--- ASSIGNMENT ---
Read the listing and extract each line that includes the word "names".

--- INPUT RECORDS ---
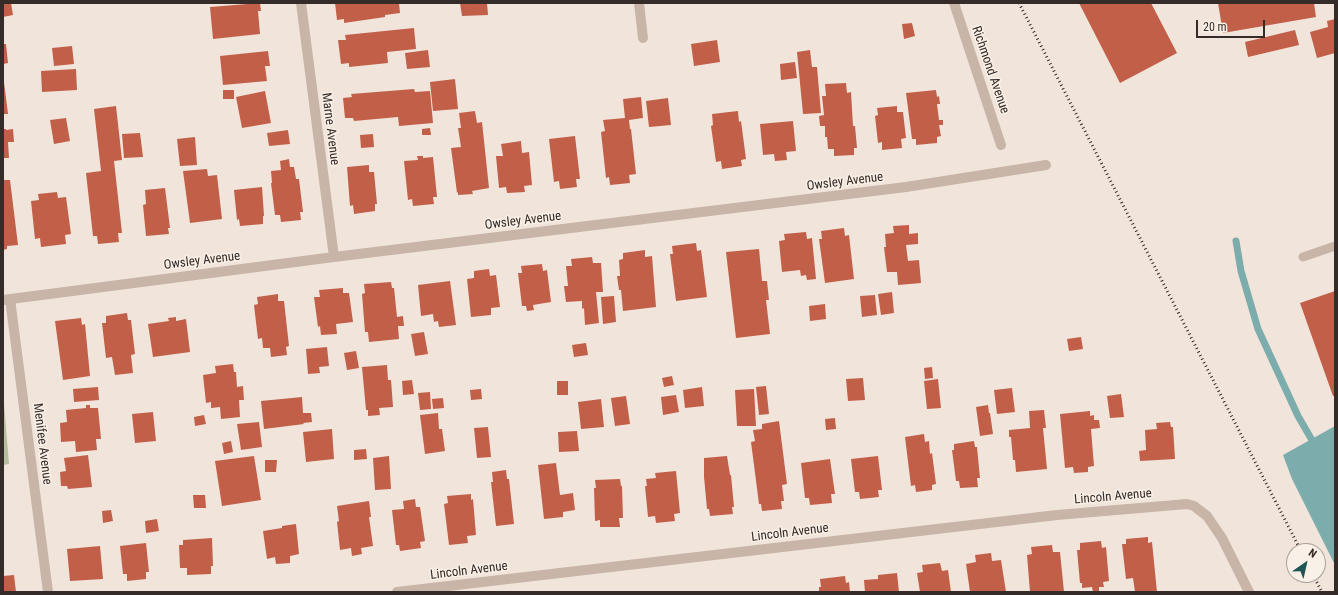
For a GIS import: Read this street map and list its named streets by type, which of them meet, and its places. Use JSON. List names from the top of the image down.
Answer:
{
  "streets": {
    "street": [
      "Richmond Avenue",
      "Marne Avenue",
      "Owsley Avenue",
      "Menifee Avenue",
      "Lincoln Avenue"
    ]
  },
  "crossings": [
    ["Marne Avenue", "Owsley Avenue"],
    ["Owsley Avenue", "Menifee Avenue"]
  ],
  "scale_bar": "20 m",
  "north": "top right"
}
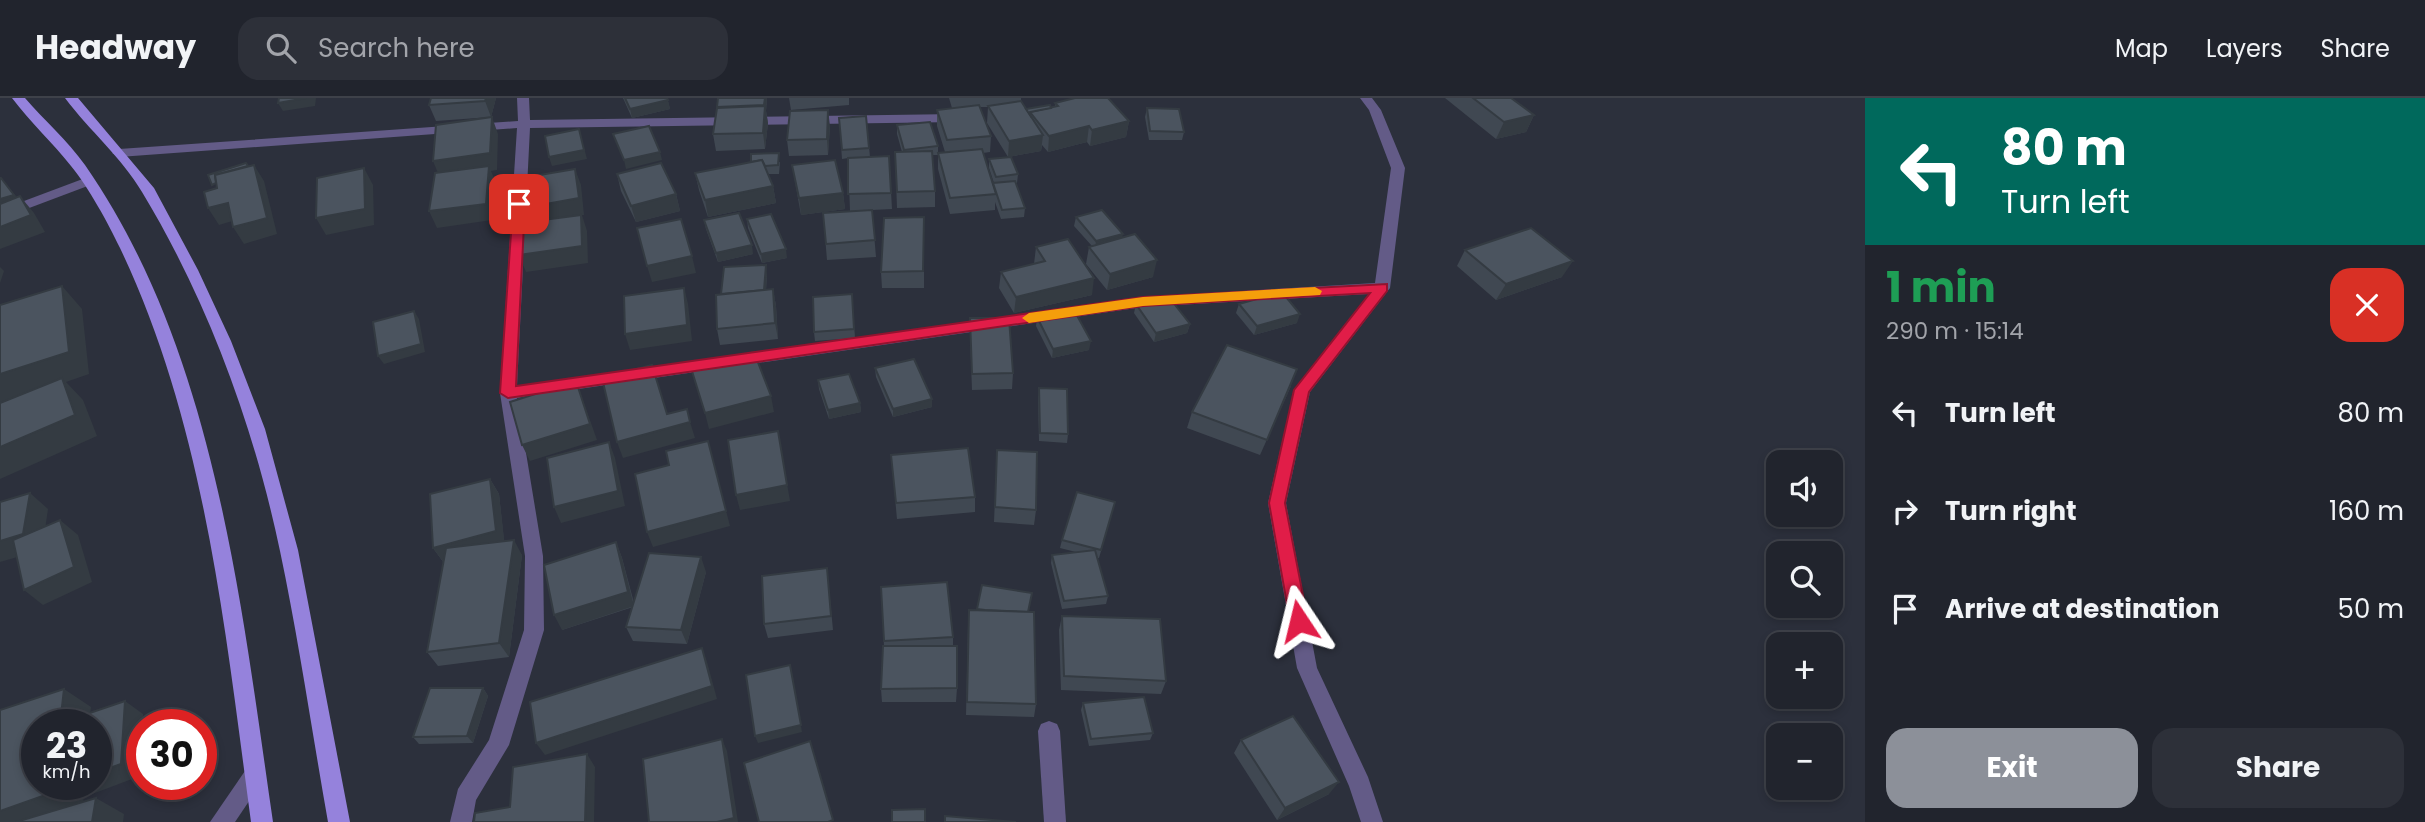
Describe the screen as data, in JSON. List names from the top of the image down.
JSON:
{
  "page": {
    "header": "Headway",
    "search": "Search here",
    "nav": ["Map", "Layers", "Share"],
    "turn": ["80 m", "Turn left"],
    "heading": ["1 min", "290 m · 15:14"],
    "list": [
      {
        "name": "Turn left",
        "value": "80 m"
      },
      {
        "name": "Turn right",
        "value": "160 m"
      },
      {
        "name": "Arrive at destination",
        "value": "50 m"
      }
    ],
    "map_buttons": ["+", "−"],
    "speed": "23 km/h",
    "limit": "30",
    "buttons": ["Exit", "Share"]
  }
}
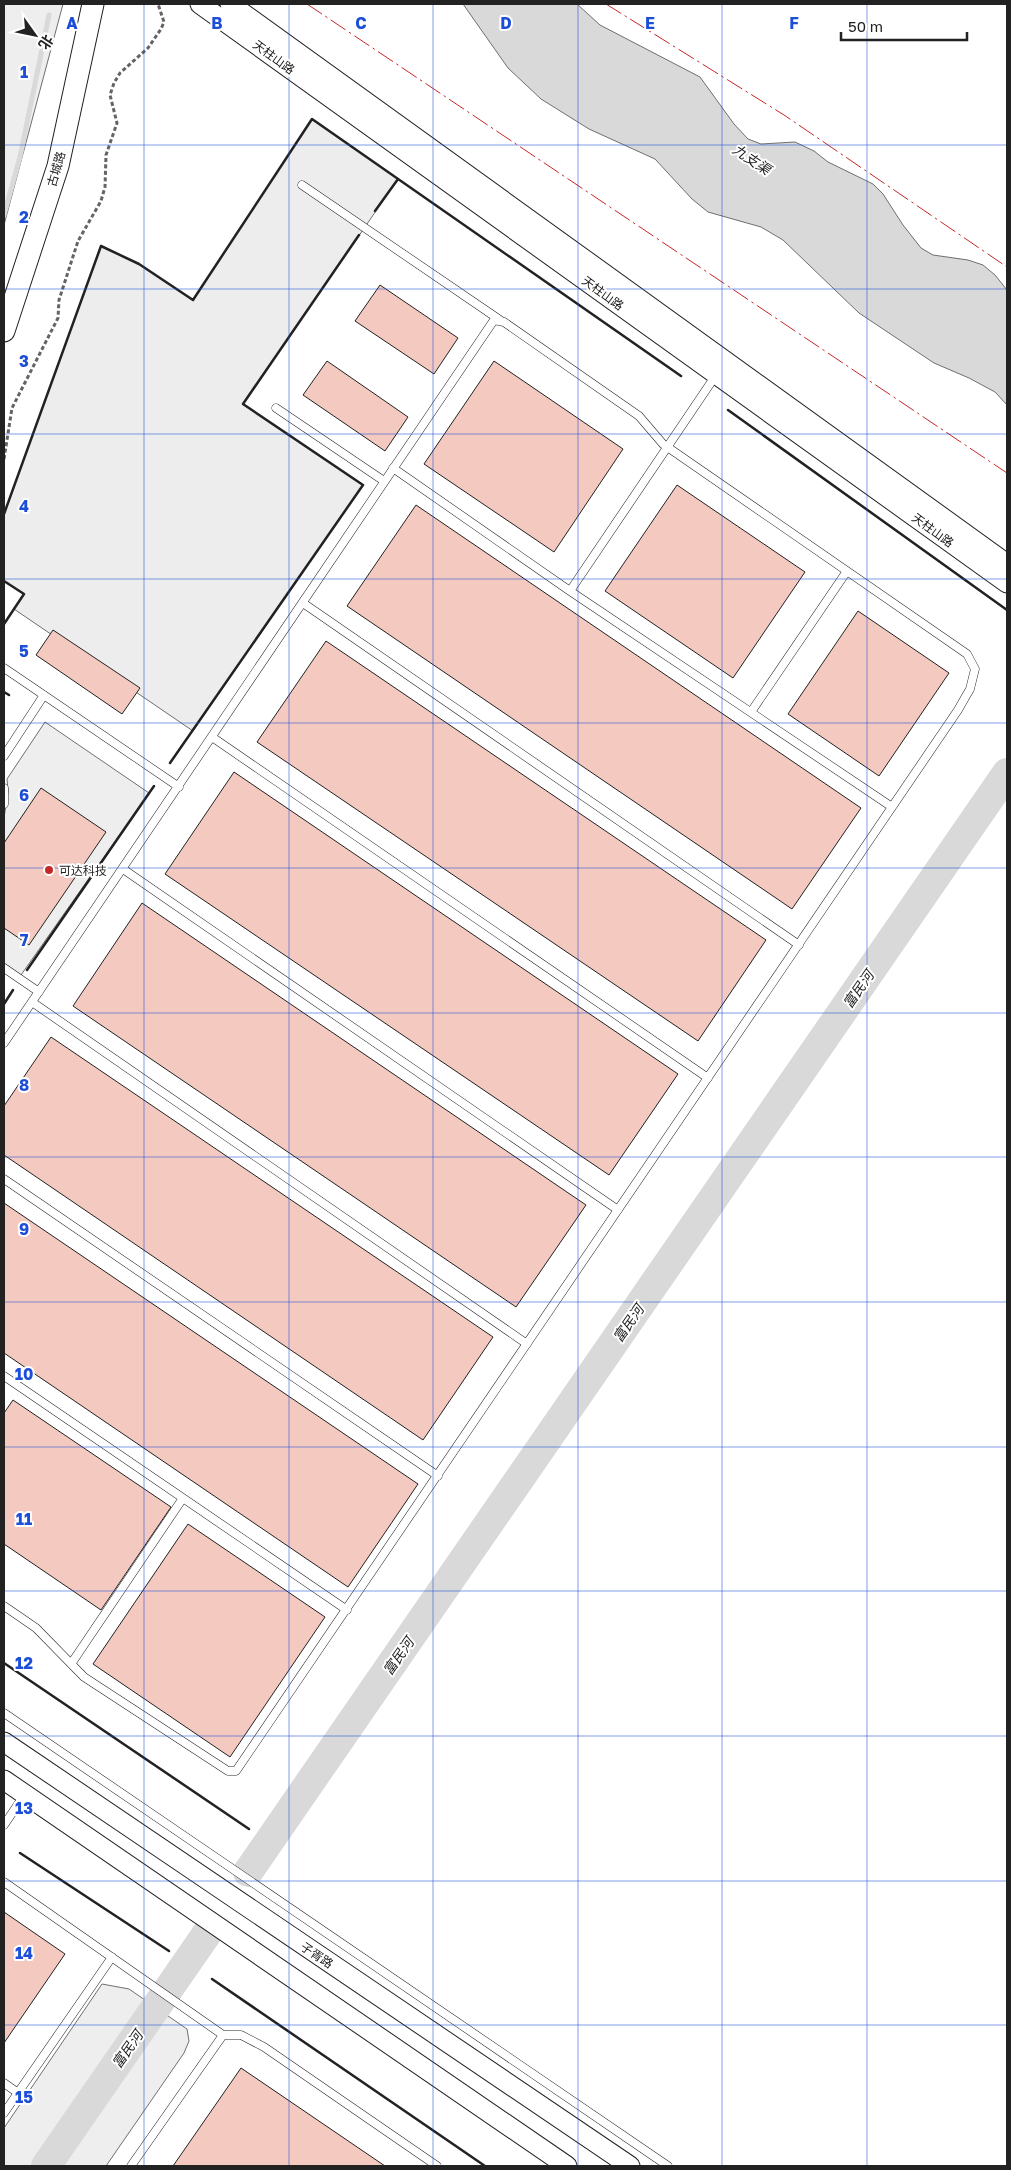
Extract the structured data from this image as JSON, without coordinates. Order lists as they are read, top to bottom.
{
  "streets": {
    "main road": ["古城路"],
    "street": ["天柱山路", "子胥路"]
  },
  "water": ["九支渠", "富民河"],
  "places": ["可达科技"],
  "scale_bar": "50 m",
  "north": "bottom right",
  "grid": {
    "columns": [
      "A",
      "B",
      "C",
      "D",
      "E",
      "F"
    ],
    "rows": [
      "1",
      "2",
      "3",
      "4",
      "5",
      "6",
      "7",
      "8",
      "9",
      "10",
      "11",
      "12",
      "13",
      "14",
      "15"
    ]
  }
}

--- EXERCISE SOLUTION ---
For a GIS import: Read this street map and list its named streets by type, which of them meet, and its places. Use JSON. List names from the top of the image down.
Describe the screen as data, in JSON. List names from the top of the image down.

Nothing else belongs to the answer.